I constantly feel pulled/pushed around by him (he climbs on me, pulls on my clothing, limbs, etc). I realized that this was because he wanted to be close to me, so I've told him, that if he needs to be close to me, to just tell me, and I'll hold him in my lap or we'll snuggle.

I'm pretty sure that there's dysfunction that's developed because when he was younger we were not consistent about our position (in other words, I'd say no to any kind of punishment, and then get frustrated or angry and then use punishment). The whole good mother/bad mother discussion has made me realize that maybe I'm more of a bad mother than I would like to admit, and that's why I don't confront other parents who are doing what at some point in time I've also done. So how do I undo all the crap that I did? And keep myself from doing any more damage? I know here I will get some honest answers and questions to think about (even though I'm afraid of what they might be).

Part of what makes this situation difficult is the fact that I am alone with Seth most of the time. My husband is only home for an hour between work and school, which until recently was 5 days a week, now it's three days a week plus Saturday mornings. His answer is that we should put Seth in preschool so that he can play with other kids and I can have some breathing space, but I think that is just running away from the problem (putting the blame on Seth as such), and I have strong reservations about any sort of day-care/preschool for him (although I think he would have fun, he loves playing with other kids). My husband finishes school at the end of July, and I'm trying to hang onto that hope as being the magic pill that will save us. It just seems so far away sometimes.

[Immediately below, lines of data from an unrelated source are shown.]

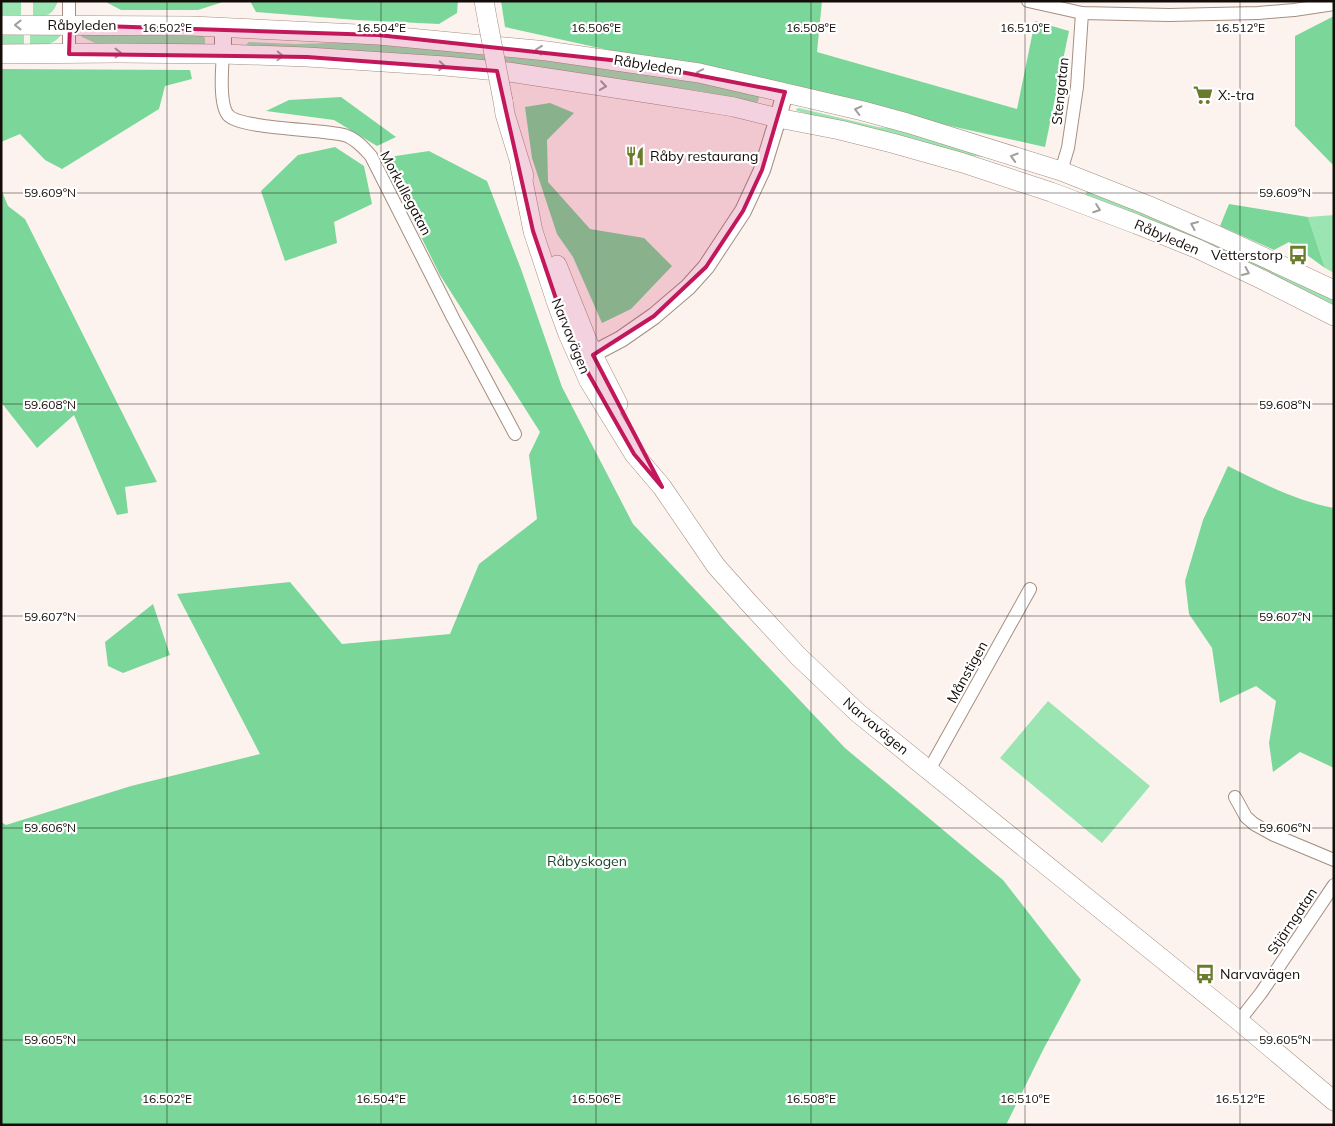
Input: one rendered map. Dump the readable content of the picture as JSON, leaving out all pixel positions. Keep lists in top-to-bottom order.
{
  "streets": {
    "main road": ["Råbyleden", "Narvavägen"],
    "street": [
      "Stengatan",
      "Morkullegatan",
      "Månstigen",
      "Stjärngatan"
    ]
  },
  "crossings": [
    ["Råbyleden", "Stengatan"],
    ["Råbyleden", "Morkullegatan"],
    ["Narvavägen", "Månstigen"],
    ["Narvavägen", "Stjärngatan"]
  ],
  "parks": ["Råbyskogen"],
  "places": {
    "supermarket": ["X:-tra"],
    "restaurant": ["Råby restaurang"],
    "bus stop": ["Vetterstorp", "Narvavägen"]
  },
  "coordinates": [
    "16.502°E",
    "16.504°E",
    "16.506°E",
    "16.508°E",
    "16.510°E",
    "16.512°E",
    "59.609°N",
    "59.608°N",
    "59.607°N",
    "59.606°N",
    "59.605°N"
  ]
}
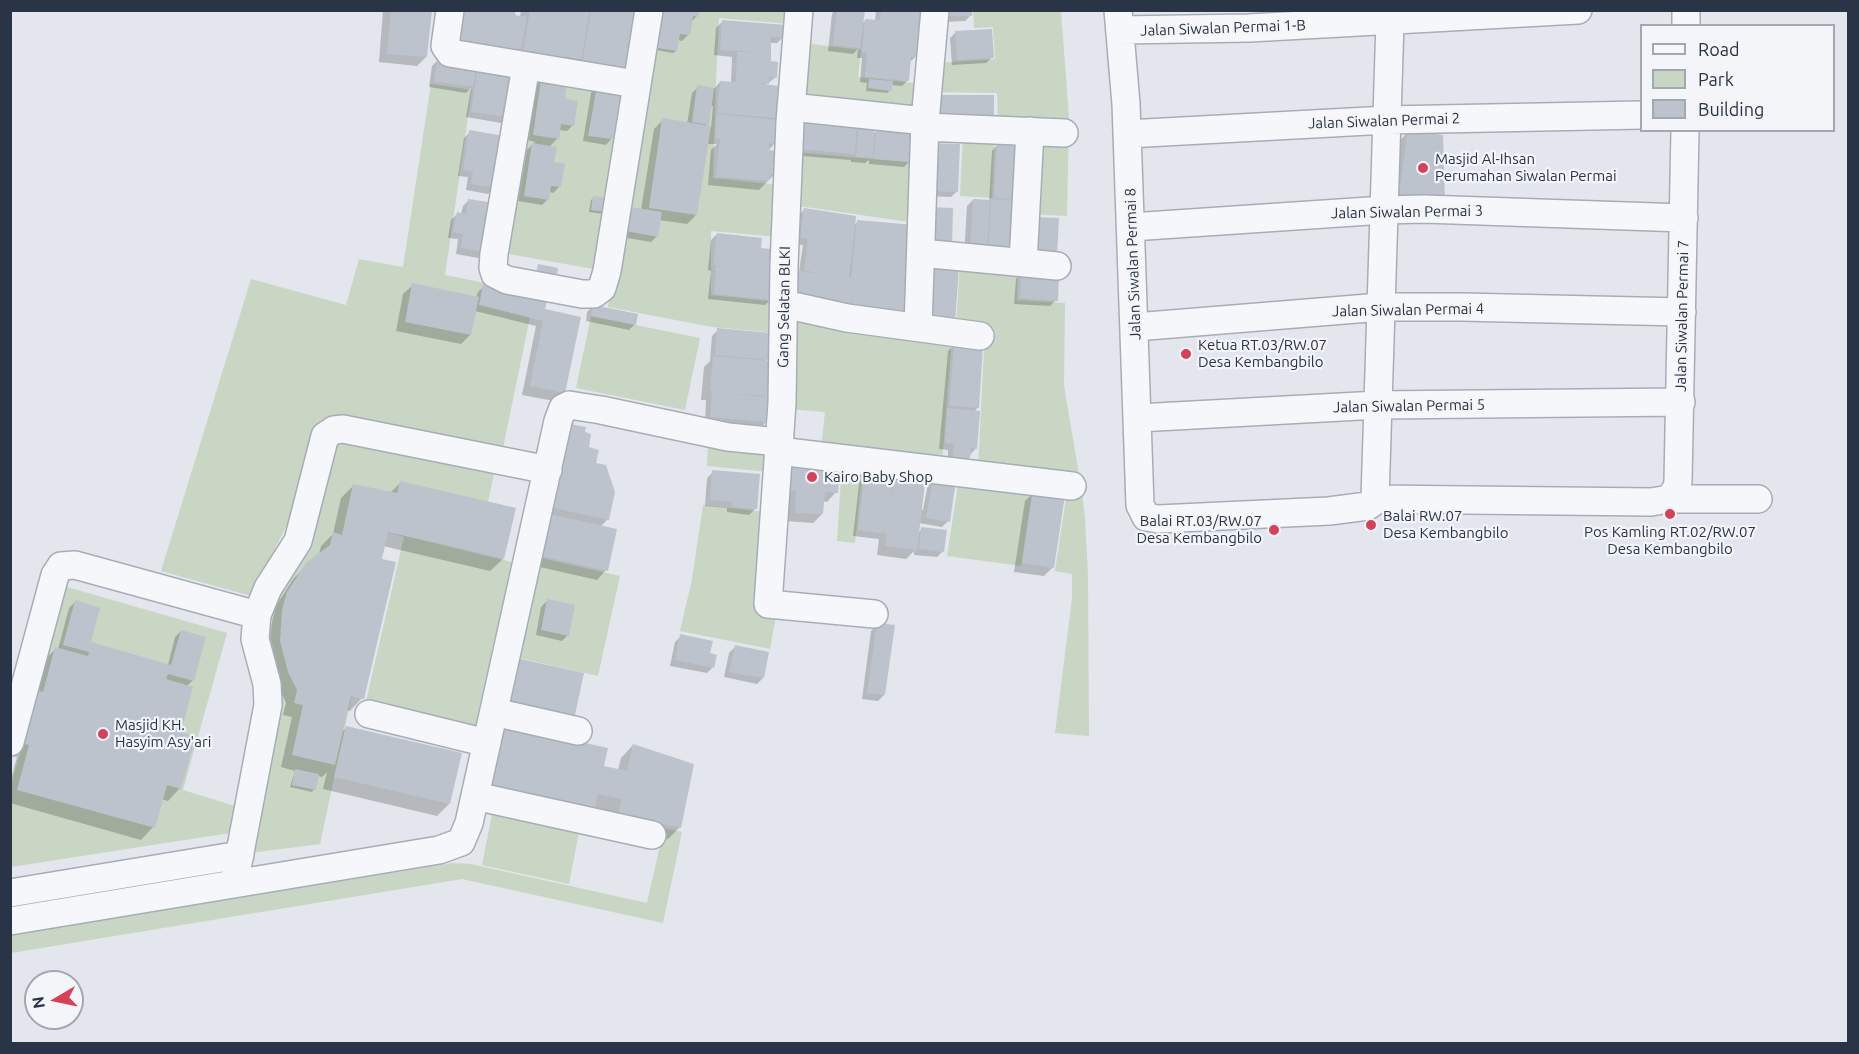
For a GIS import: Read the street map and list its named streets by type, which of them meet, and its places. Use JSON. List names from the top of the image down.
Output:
{
  "streets": {
    "street": [
      "Jalan Siwalan Permai 1-B",
      "Jalan Siwalan Permai 2",
      "Jalan Siwalan Permai 3",
      "Jalan Siwalan Permai 8",
      "Gang Selatan BLKI",
      "Jalan Siwalan Permai 4",
      "Jalan Siwalan Permai 7",
      "Jalan Siwalan Permai 5"
    ]
  },
  "crossings": [
    ["Jalan Siwalan Permai 1-B", "Jalan Siwalan Permai 8"],
    ["Jalan Siwalan Permai 2", "Jalan Siwalan Permai 8"],
    ["Jalan Siwalan Permai 3", "Jalan Siwalan Permai 8"],
    ["Jalan Siwalan Permai 3", "Jalan Siwalan Permai 7"],
    ["Jalan Siwalan Permai 8", "Jalan Siwalan Permai 4"],
    ["Jalan Siwalan Permai 8", "Jalan Siwalan Permai 5"],
    ["Jalan Siwalan Permai 4", "Jalan Siwalan Permai 7"],
    ["Jalan Siwalan Permai 7", "Jalan Siwalan Permai 5"]
  ],
  "places": [
    "Masjid Al-Ihsan Perumahan Siwalan Permai",
    "Ketua RT.03/RW.07 Desa Kembangbilo",
    "Kairo Baby Shop",
    "Pos Kamling RT.02/RW.07 Desa Kembangbilo",
    "Balai RW.07 Desa Kembangbilo",
    "Balai RT.03/RW.07 Desa Kembangbilo",
    "Masjid KH. Hasyim Asy'ari"
  ],
  "legend": ["Road", "Park", "Building"],
  "north": "left"
}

One happy thing, though, is that we discovered that Seth loves to play with Legos (we thought he might be too young) and my husband had a pirate ship that he had been saving for when Seth was ready and I built it for Seth last night (my brothers and sister loved Lego as children, I did not), and I discovered that I enjoyed it as well, so this weekend we're going to go to the Lego store so he can pick out something he'd like (maybe I'll get something for myself as well).

Well, Seth wants to watch a movie, so that's what we're going to do...

Maria

Willow Robson

Your video game problem:
Is your son able to navigate the menus himself. Do he have the controller?
My son is nearly 3 and plays a lot of online games. There are millions of
pictures and some of them lead to games. His mousing is really good, so he
navigates himself. Letting your child improve his gaming skills himself
might help the frustration. My boy still gets upset if the internet
connection goes down or a game crashes, but has quickly learnt how to find
the Noggin games and how to avoid searching for classmates of '96.

The other great thing about playing on the internet is that my boy will sit
in my lap and we get a cuddle... then get distracted and end up tickling.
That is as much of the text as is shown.